## Task instructions:
Go over the records and copy every line with the string "міська".

## Given data:
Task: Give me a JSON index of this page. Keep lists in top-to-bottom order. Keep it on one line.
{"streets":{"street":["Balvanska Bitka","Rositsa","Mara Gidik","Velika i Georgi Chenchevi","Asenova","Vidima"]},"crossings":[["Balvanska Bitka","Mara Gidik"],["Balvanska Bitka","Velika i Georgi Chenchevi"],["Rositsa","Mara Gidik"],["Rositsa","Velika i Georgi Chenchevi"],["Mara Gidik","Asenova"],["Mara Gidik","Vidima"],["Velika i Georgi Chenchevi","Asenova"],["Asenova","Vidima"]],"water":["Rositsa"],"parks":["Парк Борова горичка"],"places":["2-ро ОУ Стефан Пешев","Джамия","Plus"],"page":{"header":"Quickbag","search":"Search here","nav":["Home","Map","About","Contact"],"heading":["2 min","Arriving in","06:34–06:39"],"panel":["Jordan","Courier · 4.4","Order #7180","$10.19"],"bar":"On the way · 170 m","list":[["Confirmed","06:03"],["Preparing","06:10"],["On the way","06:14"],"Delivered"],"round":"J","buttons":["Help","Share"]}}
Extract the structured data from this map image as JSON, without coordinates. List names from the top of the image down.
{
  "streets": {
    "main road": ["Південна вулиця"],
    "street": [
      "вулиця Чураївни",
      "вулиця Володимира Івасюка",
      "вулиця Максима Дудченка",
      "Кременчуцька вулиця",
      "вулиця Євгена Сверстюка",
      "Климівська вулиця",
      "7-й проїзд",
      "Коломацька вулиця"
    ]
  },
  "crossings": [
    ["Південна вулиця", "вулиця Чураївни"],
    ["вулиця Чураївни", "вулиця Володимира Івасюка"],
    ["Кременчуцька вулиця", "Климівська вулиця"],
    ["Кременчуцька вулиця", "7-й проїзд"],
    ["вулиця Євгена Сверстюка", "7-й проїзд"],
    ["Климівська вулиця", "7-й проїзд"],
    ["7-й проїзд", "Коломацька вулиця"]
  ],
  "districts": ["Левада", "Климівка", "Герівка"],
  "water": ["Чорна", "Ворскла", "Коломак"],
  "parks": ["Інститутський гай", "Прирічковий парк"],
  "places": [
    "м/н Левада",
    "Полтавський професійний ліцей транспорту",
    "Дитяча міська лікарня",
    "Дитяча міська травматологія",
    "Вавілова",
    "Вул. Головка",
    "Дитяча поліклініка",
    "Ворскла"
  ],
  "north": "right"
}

## Exercise response:
    "Дитяча міська лікарня",
    "Дитяча міська травматологія",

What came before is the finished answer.